Front panels for modern day computers/microprocessors are somewhat
problematic.
The cache(s) maintained internally allow for local instruction execution
without
making references to the external memory buses, and the prefetch
mechanisms internal could
also indicate memory activity even if no instruction or data item were
actually
fetched! Status information is not as directly available, and if it were
it would probably not reflect
status in "real time" that is occurring at the same time of viewing on
the panel.
Nevertheless, memory bus activity could be monitored, and what limited
status information
is available could be produced. The point though is the information
displayed, say on minicomputer panels,
is not readily available now due to higher levels of integration on the
chip itself.
On the note of the CDC 6600 machines, et al., There was a peripheral
processor
which was used to boot the mainframe, and it had many rows of toggle
switches, in groups of 18 or 36
if I remember right, which either contained the boot code or controlled
the boot. The peripheral
processor was a computer in its own right by any standards.
Hope this helps.
--Geoff
Message: 1
Date: Thu, 28 Feb 2008 09:33:28 -0800
From: "John Floren" <slawmaster at gmail.com>
Subject: front panel display for a modern PC
To: "General Discussion: On-Topic and Off-Topic Posts"

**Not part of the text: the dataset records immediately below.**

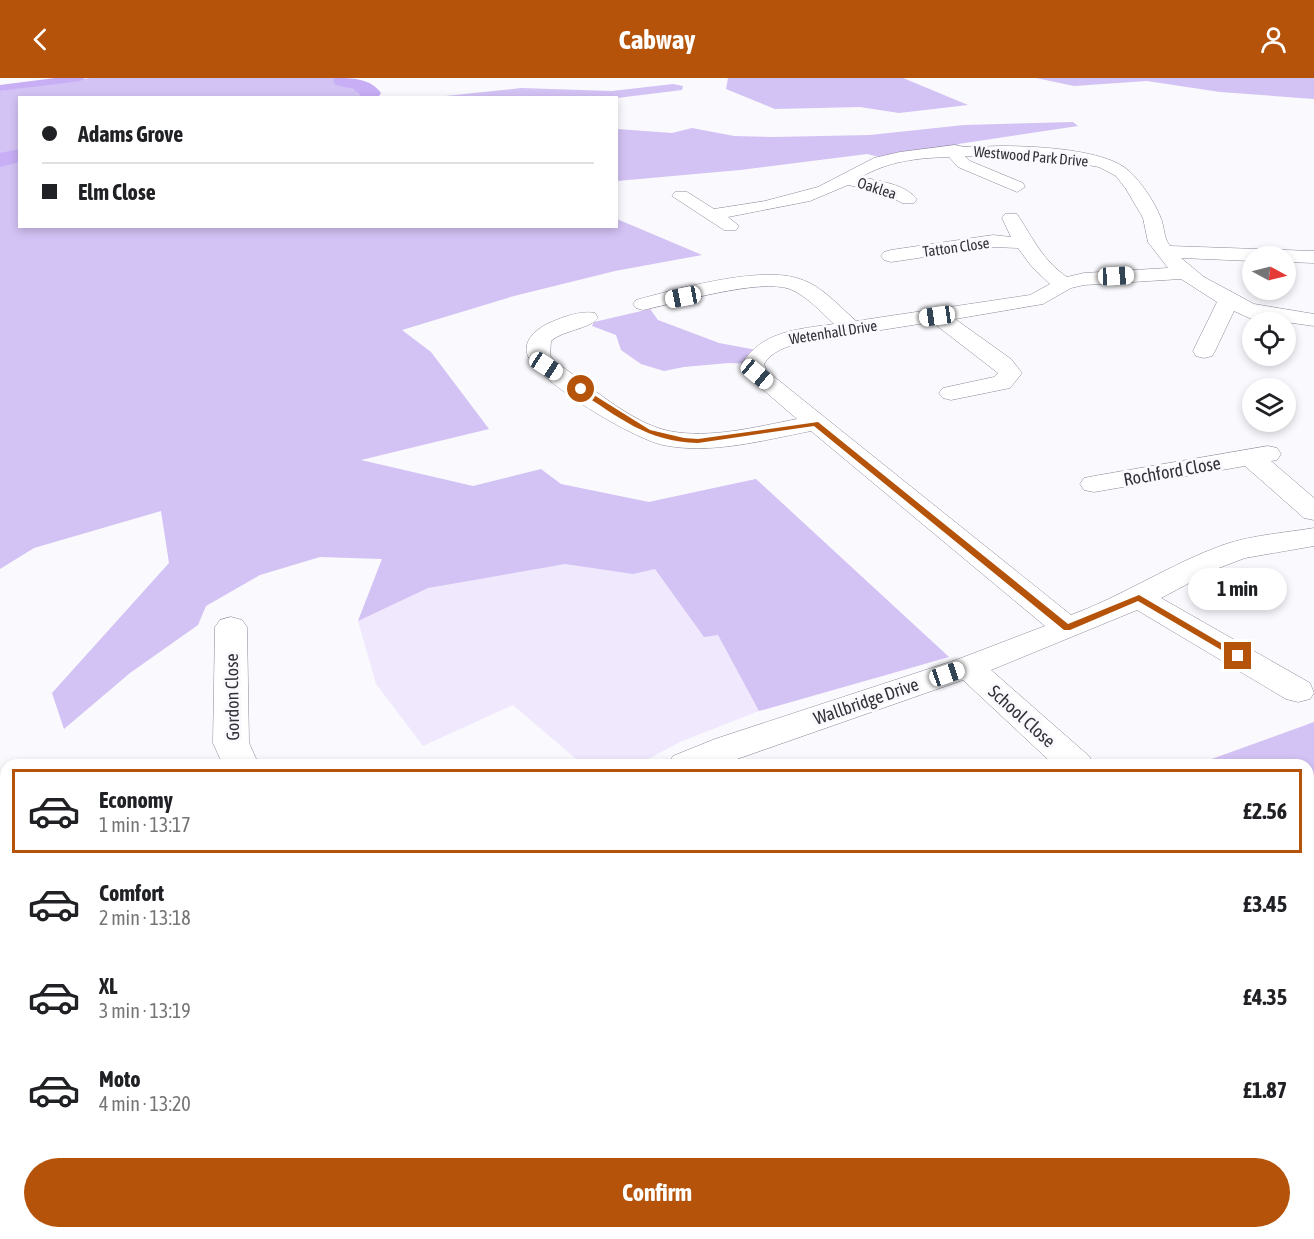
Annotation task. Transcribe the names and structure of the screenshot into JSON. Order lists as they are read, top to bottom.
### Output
{
  "streets": {
    "street": [
      "Westwood Park Drive",
      "Oaklea",
      "Tatton Close",
      "Wetenhall Drive",
      "Rochford Close",
      "Gordon Close",
      "Wallbridge Drive",
      "School Close"
    ]
  },
  "crossings": [
    ["Westwood Park Drive", "Oaklea"],
    ["Westwood Park Drive", "Wetenhall Drive"],
    ["Wetenhall Drive", "Wallbridge Drive"],
    ["Wallbridge Drive", "School Close"]
  ],
  "north": "right",
  "page": {
    "header": "Cabway",
    "banner": ["Adams Grove", "Elm Close"],
    "bubble": "1 min",
    "list": [
      {
        "name": "Economy",
        "note": "1 min · 13:17",
        "value": "£2.56"
      },
      {
        "name": "Comfort",
        "note": "2 min · 13:18",
        "value": "£3.45"
      },
      {
        "name": "XL",
        "note": "3 min · 13:19",
        "value": "£4.35"
      },
      {
        "name": "Moto",
        "note": "4 min · 13:20",
        "value": "£1.87"
      }
    ],
    "buttons": "Confirm"
  }
}
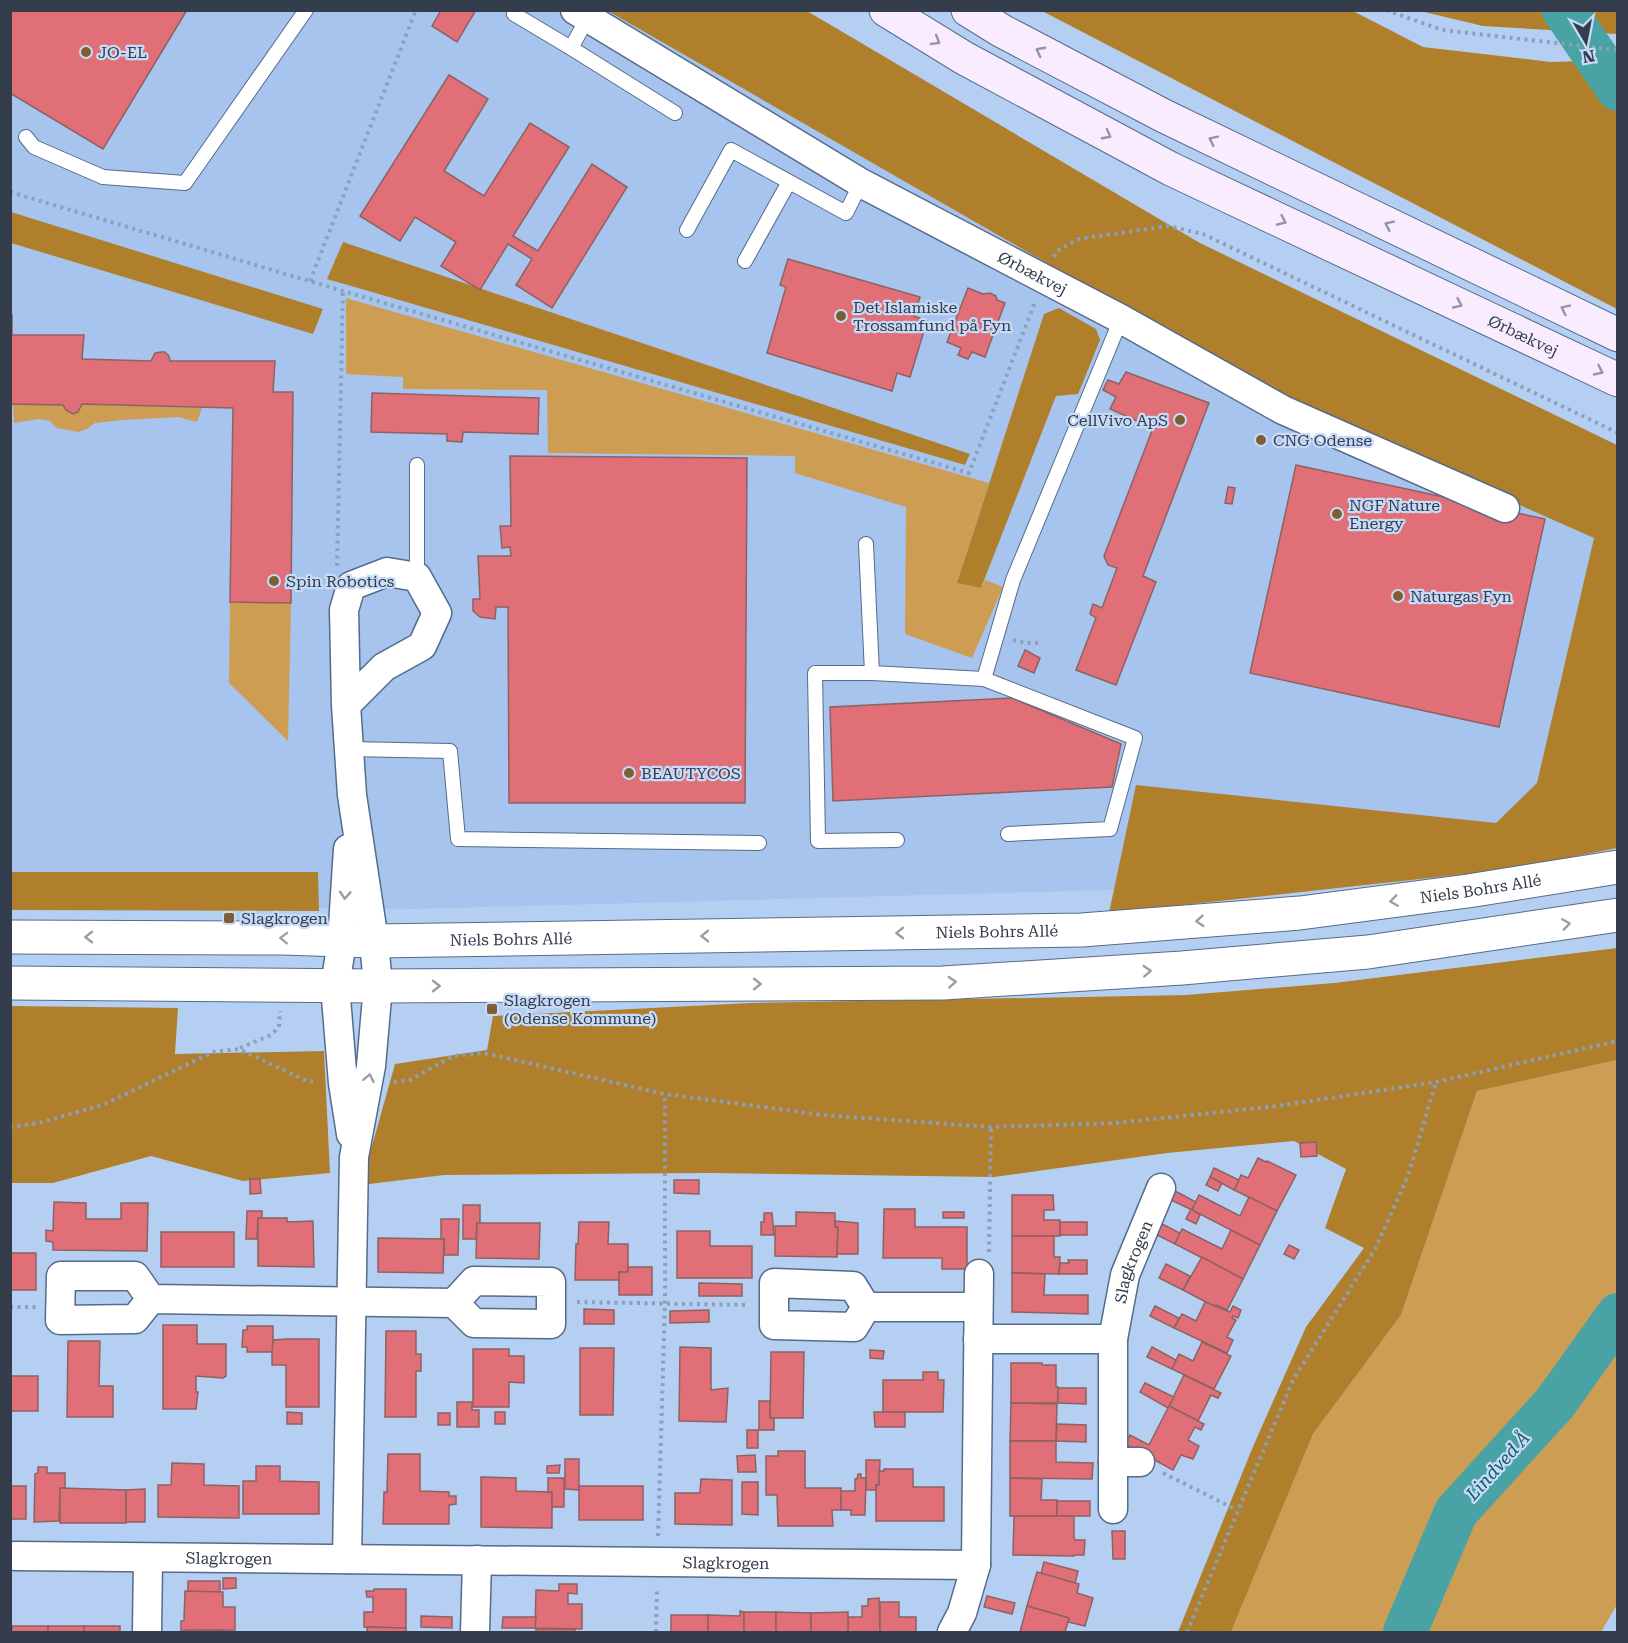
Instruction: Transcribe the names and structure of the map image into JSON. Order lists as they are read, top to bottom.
{
  "streets": {
    "main road": ["Ørbækvej"],
    "street": ["Niels Bohrs Allé", "Slagkrogen"]
  },
  "water": ["Lindved Å"],
  "places": {
    "other": [
      "JO-EL",
      "Det Islamiske Trossamfund på Fyn",
      "CellVivo ApS",
      "CNG Odense",
      "NGF Nature Energy",
      "Spin Robotics",
      "Naturgas Fyn",
      "BEAUTYCOS"
    ],
    "transit": ["Slagkrogen", "Slagkrogen (Odense Kommune)"]
  },
  "north": "bottom"
}
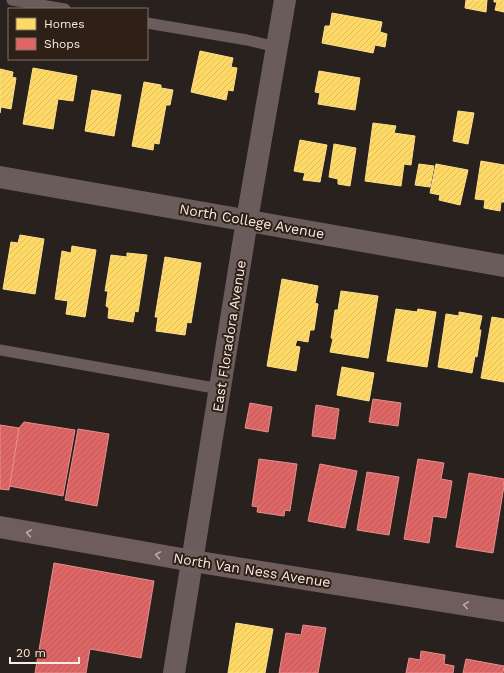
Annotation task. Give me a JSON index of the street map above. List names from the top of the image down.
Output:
{
  "streets": {
    "main road": ["North Van Ness Avenue"],
    "street": ["North College Avenue", "East Floradora Avenue"]
  },
  "crossings": [
    ["North College Avenue", "East Floradora Avenue"],
    ["East Floradora Avenue", "North Van Ness Avenue"]
  ],
  "one_way": ["North Van Ness Avenue"],
  "legend": ["Homes", "Shops"],
  "scale_bar": "20 m"
}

<cctalk at classiccmp.org>
I'd really like to have something like one of the old
mainframe/minicomputer control panels for my PC, but I'm just not sure
how to implement it. Anybody here tried something like that? Ideally,
you could power it on, see registers, toggle stuff into memory, have
lights for interrupts, that kind of thing. Yeah, I know, as soon as I
bring up an operating system, the ability to toggle things into memory
would be rather dangerous, but I just can't resist the charm of the
idea :)
So... doable? Impossible? Improbable?